Records contained in a dataset
════════════════

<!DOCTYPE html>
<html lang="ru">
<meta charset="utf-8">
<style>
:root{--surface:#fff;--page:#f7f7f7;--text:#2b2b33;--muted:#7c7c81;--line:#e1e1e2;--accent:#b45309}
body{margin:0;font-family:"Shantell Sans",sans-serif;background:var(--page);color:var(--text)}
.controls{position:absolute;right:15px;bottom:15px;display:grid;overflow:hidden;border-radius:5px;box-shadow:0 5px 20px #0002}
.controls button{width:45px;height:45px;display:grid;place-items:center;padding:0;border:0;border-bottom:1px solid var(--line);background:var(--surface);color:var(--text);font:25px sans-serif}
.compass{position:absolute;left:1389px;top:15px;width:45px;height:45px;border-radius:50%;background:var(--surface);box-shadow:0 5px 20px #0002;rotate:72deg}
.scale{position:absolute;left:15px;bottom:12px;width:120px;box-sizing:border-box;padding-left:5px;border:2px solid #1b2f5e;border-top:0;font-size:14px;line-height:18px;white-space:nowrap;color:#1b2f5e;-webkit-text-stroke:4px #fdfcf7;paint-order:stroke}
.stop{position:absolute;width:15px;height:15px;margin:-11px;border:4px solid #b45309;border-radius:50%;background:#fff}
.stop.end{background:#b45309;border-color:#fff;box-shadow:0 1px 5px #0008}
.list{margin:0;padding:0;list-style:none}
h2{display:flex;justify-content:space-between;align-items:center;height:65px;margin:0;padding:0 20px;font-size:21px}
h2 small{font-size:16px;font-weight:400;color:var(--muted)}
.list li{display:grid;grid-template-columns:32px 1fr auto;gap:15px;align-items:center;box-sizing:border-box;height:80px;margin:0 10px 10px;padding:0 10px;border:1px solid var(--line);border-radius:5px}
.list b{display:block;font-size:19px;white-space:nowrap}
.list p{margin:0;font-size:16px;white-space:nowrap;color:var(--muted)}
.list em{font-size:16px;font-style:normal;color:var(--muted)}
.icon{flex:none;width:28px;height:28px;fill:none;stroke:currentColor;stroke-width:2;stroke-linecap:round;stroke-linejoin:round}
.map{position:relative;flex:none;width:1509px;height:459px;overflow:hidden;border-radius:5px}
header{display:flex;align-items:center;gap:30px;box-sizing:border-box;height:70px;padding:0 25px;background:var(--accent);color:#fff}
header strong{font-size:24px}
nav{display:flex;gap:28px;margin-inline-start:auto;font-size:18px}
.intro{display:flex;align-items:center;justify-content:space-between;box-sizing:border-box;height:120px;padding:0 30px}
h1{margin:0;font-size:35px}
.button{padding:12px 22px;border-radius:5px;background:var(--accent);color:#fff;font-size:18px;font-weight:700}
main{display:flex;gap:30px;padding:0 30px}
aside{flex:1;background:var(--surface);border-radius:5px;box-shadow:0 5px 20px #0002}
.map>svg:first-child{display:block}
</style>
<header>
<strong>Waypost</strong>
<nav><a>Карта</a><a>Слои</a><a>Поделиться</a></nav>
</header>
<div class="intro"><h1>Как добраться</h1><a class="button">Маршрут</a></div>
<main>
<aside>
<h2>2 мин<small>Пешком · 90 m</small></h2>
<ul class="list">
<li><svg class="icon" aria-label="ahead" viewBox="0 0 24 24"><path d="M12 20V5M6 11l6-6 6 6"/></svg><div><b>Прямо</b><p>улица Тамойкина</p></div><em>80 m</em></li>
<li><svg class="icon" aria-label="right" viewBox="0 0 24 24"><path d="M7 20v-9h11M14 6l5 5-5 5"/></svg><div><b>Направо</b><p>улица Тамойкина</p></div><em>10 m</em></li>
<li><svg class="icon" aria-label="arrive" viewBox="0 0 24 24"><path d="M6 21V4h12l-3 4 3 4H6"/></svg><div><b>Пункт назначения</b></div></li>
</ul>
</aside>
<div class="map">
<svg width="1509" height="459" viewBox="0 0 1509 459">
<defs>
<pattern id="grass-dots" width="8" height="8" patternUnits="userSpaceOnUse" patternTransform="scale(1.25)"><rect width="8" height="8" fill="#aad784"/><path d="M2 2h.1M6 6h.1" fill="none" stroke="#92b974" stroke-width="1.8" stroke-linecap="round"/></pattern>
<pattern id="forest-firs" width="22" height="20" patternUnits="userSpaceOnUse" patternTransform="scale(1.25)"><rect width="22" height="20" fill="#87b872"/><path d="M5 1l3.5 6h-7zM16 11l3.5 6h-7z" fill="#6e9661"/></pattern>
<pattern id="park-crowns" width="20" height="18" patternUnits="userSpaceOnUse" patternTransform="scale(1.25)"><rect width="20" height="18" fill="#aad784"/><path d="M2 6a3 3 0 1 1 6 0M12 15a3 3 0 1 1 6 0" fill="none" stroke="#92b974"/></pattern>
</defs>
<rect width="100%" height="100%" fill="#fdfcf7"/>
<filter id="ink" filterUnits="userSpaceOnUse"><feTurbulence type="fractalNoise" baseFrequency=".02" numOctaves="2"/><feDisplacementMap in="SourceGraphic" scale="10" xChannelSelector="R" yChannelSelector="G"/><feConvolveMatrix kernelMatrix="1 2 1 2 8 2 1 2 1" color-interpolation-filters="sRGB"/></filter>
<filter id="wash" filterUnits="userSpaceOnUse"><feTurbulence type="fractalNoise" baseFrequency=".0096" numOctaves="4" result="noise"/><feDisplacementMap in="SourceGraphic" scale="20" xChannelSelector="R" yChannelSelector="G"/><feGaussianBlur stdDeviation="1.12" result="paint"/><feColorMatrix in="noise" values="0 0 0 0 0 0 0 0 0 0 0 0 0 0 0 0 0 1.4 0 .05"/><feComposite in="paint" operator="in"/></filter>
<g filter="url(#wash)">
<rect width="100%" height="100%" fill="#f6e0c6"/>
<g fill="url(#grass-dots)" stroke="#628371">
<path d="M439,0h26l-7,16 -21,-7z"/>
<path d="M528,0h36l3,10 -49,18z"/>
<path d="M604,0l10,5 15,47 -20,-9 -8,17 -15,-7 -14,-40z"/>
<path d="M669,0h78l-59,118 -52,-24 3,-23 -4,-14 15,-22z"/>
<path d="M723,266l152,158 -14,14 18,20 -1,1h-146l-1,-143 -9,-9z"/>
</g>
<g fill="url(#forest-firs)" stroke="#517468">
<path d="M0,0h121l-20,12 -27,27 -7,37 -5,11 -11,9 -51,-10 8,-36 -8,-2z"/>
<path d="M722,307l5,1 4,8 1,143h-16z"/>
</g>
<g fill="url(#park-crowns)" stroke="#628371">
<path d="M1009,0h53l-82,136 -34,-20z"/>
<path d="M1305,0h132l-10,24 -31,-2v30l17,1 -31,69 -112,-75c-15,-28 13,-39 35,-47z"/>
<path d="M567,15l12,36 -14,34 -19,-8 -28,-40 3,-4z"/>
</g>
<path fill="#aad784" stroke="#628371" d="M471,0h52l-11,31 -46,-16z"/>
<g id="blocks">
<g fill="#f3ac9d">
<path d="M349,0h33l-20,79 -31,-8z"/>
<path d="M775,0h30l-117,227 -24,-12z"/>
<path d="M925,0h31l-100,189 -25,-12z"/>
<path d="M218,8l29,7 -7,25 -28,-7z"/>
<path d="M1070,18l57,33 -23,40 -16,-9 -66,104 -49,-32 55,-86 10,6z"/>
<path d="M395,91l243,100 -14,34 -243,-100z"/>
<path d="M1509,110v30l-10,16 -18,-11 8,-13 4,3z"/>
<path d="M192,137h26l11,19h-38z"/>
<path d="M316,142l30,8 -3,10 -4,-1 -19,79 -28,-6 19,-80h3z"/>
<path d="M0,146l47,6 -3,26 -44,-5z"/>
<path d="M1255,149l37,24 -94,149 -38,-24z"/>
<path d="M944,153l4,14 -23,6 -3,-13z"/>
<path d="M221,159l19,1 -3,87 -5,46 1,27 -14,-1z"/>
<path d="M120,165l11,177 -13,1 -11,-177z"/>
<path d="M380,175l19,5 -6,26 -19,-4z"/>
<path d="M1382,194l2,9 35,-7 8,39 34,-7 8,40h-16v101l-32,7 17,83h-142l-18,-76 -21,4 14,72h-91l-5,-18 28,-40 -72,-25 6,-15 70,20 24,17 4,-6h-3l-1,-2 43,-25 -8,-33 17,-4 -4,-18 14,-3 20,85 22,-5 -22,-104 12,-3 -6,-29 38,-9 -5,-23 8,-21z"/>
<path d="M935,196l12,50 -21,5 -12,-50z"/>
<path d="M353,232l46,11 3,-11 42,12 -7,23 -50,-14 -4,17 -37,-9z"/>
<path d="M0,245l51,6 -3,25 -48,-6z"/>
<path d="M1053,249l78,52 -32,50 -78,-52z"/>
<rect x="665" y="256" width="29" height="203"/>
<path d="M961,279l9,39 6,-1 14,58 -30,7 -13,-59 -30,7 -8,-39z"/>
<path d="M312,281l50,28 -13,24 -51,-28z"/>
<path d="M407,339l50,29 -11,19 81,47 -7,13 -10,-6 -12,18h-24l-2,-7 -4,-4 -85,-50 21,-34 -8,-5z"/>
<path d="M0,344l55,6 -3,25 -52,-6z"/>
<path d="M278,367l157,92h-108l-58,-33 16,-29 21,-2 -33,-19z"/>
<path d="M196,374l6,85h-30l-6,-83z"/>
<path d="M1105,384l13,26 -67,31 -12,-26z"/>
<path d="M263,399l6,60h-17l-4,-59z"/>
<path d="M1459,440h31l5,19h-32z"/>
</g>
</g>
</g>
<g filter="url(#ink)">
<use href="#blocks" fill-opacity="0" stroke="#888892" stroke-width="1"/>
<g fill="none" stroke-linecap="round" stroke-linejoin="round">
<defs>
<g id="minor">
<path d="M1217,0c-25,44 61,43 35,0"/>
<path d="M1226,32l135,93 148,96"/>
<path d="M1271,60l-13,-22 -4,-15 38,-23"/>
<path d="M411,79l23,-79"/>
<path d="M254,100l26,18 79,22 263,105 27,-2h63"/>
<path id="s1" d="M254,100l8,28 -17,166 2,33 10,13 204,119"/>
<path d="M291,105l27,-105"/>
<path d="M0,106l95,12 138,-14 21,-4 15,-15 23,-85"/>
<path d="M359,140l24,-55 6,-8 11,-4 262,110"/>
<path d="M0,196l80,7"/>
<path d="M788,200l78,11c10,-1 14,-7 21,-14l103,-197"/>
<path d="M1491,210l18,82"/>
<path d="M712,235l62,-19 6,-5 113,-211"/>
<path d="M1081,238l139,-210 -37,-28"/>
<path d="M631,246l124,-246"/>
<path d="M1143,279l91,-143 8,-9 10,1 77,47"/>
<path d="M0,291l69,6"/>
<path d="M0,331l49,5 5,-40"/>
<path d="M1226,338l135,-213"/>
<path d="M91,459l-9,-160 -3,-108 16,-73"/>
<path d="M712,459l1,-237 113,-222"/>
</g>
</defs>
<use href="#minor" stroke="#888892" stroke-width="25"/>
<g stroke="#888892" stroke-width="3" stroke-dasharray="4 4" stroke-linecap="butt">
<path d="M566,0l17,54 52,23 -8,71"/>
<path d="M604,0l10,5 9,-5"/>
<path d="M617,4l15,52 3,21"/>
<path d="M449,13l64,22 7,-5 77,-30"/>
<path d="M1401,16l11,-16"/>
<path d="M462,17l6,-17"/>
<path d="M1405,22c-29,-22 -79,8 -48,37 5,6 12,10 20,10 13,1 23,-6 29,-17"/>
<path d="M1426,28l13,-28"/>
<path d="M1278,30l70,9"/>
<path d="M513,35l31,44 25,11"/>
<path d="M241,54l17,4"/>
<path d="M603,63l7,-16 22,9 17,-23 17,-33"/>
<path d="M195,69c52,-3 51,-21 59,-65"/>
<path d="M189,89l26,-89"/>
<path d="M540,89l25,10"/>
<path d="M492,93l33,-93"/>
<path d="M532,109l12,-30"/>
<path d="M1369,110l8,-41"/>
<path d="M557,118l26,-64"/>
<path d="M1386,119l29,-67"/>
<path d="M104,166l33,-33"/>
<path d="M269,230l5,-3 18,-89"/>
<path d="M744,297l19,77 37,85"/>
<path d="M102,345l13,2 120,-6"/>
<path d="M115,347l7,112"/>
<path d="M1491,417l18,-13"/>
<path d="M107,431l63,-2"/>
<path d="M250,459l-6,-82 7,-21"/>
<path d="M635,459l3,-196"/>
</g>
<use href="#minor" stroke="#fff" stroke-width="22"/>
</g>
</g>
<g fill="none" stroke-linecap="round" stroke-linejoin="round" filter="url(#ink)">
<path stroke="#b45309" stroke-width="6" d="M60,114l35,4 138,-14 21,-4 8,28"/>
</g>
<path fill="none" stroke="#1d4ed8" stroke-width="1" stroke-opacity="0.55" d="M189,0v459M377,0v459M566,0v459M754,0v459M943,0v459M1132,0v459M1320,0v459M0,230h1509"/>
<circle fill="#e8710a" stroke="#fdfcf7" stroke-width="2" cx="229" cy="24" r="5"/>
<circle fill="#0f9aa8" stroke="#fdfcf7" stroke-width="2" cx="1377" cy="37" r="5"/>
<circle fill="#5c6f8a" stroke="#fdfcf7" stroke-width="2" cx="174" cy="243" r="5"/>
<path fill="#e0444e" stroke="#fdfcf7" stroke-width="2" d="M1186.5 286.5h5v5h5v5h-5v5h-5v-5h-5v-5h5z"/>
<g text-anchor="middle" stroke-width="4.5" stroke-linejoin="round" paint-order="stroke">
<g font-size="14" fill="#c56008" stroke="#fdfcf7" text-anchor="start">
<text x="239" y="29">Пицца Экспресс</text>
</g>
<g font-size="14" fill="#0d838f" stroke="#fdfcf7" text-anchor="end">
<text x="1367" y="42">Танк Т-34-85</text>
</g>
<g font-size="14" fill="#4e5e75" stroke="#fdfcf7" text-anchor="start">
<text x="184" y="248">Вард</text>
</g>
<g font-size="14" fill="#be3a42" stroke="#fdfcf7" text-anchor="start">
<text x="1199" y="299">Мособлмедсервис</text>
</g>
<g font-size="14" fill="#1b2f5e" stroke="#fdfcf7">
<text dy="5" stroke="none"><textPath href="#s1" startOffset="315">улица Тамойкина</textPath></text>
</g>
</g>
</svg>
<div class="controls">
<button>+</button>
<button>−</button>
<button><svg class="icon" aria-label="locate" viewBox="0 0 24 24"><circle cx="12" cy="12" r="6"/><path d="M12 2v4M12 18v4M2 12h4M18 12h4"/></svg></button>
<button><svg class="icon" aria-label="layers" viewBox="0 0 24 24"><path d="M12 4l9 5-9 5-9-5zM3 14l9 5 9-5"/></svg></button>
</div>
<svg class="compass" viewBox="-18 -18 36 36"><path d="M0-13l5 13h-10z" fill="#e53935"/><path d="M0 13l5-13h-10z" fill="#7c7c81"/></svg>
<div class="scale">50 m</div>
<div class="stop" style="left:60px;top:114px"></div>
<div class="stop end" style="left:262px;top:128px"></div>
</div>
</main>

════════════════

* **Required work**
Copy every line above that holds the word "background".

* **Solution for this problem**
body{margin:0;font-family:"Shantell Sans",sans-serif;background:var(--page);color:var(--text)}
.controls button{width:45px;height:45px;display:grid;place-items:center;padding:0;border:0;border-bottom:1px solid var(--line);background:var(--surface);color:var(--text);font:25px sans-serif}
.compass{position:absolute;left:1389px;top:15px;width:45px;height:45px;border-radius:50%;background:var(--surface);box-shadow:0 5px 20px #0002;rotate:72deg}
.stop{position:absolute;width:15px;height:15px;margin:-11px;border:4px solid #b45309;border-radius:50%;background:#fff}
.stop.end{background:#b45309;border-color:#fff;box-shadow:0 1px 5px #0008}
header{display:flex;align-items:center;gap:30px;box-sizing:border-box;height:70px;padding:0 25px;background:var(--accent);color:#fff}
.button{padding:12px 22px;border-radius:5px;background:var(--accent);color:#fff;font-size:18px;font-weight:700}
aside{flex:1;background:var(--surface);border-radius:5px;box-shadow:0 5px 20px #0002}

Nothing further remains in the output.